Exercise aim
Please set down exactly the lines of the listing below from the line containing "Input: one rendered map. Parse" through the line containing "Build a gazetteer for the page", both lines included, leaving out all other lines.

● ● ● ● ●

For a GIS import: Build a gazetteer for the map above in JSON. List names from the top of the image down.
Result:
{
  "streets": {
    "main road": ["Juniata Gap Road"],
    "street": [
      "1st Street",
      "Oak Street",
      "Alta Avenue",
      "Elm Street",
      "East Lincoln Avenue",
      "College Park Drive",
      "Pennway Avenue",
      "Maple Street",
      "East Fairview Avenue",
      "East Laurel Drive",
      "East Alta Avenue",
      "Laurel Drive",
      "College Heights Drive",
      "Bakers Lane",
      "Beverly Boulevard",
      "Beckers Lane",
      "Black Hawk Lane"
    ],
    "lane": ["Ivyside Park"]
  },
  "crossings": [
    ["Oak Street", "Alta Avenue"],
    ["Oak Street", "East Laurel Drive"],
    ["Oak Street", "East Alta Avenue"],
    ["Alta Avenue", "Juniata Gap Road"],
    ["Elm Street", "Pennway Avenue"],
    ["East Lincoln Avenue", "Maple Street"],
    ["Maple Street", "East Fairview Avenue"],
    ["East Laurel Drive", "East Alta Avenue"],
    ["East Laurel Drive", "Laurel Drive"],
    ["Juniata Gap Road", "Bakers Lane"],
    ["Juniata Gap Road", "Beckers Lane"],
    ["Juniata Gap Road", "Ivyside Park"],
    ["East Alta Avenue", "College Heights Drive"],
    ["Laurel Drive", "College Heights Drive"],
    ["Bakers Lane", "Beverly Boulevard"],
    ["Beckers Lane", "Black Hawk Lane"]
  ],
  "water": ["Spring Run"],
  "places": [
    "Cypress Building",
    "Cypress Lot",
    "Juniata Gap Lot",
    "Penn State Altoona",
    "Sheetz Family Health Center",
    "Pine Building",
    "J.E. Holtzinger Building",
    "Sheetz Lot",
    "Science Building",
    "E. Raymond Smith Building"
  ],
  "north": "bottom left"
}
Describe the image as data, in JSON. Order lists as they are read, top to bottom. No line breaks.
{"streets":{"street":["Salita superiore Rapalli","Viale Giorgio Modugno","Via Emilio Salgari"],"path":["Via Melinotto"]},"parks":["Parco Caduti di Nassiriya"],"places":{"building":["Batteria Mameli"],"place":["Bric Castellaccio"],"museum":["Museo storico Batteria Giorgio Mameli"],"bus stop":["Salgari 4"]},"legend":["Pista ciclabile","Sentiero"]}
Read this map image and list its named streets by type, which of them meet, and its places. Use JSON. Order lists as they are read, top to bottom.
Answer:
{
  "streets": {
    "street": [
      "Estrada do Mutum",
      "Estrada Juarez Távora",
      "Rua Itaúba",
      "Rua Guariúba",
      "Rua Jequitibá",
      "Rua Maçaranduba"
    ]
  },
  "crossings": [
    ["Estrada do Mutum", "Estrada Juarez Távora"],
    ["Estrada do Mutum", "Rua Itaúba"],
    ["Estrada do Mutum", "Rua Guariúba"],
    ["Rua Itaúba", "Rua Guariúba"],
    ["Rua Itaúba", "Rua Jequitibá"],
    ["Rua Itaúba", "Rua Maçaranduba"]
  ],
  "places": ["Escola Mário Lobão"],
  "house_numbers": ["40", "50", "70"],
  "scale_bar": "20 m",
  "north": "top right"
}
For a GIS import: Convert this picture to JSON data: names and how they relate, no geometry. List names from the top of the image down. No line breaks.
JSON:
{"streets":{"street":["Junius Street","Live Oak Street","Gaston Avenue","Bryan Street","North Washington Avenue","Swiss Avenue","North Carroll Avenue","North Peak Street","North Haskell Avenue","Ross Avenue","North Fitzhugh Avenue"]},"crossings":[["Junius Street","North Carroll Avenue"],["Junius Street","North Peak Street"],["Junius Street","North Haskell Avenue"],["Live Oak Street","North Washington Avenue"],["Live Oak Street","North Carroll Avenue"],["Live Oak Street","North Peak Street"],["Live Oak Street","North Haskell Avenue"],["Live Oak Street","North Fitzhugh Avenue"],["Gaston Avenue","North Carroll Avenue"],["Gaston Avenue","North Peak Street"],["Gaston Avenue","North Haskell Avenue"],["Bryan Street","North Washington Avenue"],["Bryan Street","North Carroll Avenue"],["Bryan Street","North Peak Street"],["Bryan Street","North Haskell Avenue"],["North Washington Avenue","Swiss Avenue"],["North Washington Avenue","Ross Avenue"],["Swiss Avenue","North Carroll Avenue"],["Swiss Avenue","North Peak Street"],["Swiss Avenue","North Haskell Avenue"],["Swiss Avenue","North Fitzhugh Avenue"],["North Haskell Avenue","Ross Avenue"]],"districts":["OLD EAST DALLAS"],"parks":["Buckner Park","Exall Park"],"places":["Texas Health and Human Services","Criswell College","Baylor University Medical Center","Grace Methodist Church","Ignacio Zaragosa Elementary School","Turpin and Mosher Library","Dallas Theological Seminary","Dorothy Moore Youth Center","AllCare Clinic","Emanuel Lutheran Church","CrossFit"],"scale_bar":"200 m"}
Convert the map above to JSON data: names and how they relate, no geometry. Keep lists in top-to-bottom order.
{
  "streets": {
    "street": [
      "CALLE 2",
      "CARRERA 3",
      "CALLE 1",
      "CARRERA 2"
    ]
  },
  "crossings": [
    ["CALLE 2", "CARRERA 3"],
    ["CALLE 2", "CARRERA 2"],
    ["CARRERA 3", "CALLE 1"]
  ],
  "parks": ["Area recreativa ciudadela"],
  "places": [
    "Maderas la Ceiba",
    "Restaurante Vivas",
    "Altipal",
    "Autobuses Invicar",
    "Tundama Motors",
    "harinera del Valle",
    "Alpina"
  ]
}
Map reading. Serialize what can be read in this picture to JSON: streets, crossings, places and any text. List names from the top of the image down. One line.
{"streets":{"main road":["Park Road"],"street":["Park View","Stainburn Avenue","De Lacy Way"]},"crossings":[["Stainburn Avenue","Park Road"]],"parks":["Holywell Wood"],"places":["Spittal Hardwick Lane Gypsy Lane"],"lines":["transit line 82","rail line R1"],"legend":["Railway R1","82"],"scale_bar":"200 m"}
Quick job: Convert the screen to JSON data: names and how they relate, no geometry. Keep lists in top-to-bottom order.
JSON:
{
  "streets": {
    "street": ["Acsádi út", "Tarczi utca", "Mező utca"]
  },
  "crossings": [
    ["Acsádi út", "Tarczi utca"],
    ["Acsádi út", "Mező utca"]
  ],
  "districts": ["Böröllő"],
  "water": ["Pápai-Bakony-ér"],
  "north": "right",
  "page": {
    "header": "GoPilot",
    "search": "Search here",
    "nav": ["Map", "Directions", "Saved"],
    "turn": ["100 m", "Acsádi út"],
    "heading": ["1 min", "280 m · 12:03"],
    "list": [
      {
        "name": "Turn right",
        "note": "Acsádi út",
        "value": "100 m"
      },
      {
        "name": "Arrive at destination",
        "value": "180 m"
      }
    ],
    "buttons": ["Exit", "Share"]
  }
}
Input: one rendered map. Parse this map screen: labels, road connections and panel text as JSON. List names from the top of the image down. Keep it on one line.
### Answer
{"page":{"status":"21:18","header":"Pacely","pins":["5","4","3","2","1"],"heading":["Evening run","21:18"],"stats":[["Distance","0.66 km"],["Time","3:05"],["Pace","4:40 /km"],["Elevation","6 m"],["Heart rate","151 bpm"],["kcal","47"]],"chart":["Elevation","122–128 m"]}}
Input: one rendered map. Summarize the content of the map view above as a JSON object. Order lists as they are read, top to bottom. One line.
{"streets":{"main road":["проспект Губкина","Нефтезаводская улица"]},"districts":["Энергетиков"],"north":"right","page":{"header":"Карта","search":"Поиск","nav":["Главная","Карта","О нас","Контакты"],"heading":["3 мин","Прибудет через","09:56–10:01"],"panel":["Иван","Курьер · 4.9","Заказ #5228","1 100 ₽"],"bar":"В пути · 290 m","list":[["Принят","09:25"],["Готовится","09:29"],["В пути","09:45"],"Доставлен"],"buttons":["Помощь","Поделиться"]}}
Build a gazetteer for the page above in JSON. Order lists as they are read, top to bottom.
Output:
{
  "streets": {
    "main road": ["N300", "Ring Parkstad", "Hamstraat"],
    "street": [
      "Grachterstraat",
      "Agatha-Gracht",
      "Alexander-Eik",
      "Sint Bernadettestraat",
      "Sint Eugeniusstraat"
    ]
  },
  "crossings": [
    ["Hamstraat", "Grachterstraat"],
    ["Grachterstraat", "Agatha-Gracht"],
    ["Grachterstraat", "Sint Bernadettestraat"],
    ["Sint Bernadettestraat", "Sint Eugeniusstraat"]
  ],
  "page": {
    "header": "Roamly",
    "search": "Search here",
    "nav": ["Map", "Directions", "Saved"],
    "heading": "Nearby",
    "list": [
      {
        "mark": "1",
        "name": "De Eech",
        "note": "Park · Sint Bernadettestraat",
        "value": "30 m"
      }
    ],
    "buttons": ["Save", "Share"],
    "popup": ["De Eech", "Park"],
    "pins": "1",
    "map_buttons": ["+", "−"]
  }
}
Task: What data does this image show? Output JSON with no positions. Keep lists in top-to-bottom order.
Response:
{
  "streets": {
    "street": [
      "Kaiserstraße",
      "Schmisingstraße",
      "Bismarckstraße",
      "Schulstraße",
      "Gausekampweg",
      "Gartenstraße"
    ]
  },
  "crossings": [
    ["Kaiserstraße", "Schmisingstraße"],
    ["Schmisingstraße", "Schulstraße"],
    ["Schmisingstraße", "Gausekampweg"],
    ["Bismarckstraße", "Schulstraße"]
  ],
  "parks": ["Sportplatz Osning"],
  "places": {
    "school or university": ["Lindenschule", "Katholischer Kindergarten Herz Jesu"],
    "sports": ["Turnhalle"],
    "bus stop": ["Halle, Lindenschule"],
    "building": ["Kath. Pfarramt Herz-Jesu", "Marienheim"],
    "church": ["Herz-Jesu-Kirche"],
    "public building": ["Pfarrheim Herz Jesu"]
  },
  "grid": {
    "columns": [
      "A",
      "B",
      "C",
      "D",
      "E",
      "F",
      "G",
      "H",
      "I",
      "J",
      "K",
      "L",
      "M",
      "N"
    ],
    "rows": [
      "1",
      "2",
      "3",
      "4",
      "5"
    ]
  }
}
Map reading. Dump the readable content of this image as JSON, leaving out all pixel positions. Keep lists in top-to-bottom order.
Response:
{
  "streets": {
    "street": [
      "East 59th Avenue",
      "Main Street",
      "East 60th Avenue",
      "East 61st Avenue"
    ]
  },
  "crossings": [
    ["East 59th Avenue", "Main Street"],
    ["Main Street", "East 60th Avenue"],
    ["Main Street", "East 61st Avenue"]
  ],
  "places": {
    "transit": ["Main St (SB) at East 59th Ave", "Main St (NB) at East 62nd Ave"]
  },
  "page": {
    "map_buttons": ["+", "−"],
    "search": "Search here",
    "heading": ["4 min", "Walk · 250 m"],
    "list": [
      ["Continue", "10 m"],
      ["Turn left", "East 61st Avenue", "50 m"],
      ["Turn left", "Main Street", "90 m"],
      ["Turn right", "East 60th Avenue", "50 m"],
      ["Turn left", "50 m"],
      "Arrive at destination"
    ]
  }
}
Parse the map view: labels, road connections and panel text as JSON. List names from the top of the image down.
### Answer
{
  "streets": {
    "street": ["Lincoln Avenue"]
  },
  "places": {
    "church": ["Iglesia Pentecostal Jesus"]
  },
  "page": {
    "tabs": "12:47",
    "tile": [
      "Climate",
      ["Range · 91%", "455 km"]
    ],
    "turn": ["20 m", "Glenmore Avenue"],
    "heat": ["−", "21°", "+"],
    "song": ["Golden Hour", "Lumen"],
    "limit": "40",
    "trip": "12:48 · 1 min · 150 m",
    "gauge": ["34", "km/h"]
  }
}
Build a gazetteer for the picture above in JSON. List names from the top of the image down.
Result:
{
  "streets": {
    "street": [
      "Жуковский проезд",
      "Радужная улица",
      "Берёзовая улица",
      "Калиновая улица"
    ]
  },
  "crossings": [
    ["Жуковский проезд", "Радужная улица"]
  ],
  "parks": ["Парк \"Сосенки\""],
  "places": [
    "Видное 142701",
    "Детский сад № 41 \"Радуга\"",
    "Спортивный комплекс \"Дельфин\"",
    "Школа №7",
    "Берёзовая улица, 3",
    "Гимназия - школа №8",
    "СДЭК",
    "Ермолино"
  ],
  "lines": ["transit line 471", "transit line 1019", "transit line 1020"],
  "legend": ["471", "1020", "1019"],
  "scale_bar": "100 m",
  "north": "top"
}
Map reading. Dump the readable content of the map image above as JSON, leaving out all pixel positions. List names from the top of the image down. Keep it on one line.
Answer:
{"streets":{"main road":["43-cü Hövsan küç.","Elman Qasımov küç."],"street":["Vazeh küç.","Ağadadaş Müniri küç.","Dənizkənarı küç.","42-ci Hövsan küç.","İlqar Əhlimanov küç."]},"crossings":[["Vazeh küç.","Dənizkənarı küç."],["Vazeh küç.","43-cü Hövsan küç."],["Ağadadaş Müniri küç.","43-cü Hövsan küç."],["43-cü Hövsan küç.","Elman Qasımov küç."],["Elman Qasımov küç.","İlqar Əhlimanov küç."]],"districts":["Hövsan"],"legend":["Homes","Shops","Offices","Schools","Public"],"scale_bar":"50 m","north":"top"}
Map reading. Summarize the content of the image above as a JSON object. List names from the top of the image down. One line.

● ● ● ● ●

Solved problem
Input: one rendered map. Parse this map screen: labels, road connections and panel text as JSON. List names from the top of the image down. Keep it on one line.
### Answer
{"page":{"status":"21:18","header":"Pacely","pins":["5","4","3","2","1"],"heading":["Evening run","21:18"],"stats":[["Distance","0.66 km"],["Time","3:05"],["Pace","4:40 /km"],["Elevation","6 m"],["Heart rate","151 bpm"],["kcal","47"]],"chart":["Elevation","122–128 m"]}}
Input: one rendered map. Summarize the content of the map view above as a JSON object. Order lists as they are read, top to bottom. One line.
{"streets":{"main road":["проспект Губкина","Нефтезаводская улица"]},"districts":["Энергетиков"],"north":"right","page":{"header":"Карта","search":"Поиск","nav":["Главная","Карта","О нас","Контакты"],"heading":["3 мин","Прибудет через","09:56–10:01"],"panel":["Иван","Курьер · 4.9","Заказ #5228","1 100 ₽"],"bar":"В пути · 290 m","list":[["Принят","09:25"],["Готовится","09:29"],["В пути","09:45"],"Доставлен"],"buttons":["Помощь","Поделиться"]}}
Build a gazetteer for the page above in JSON. Order lists as they are read, top to bottom.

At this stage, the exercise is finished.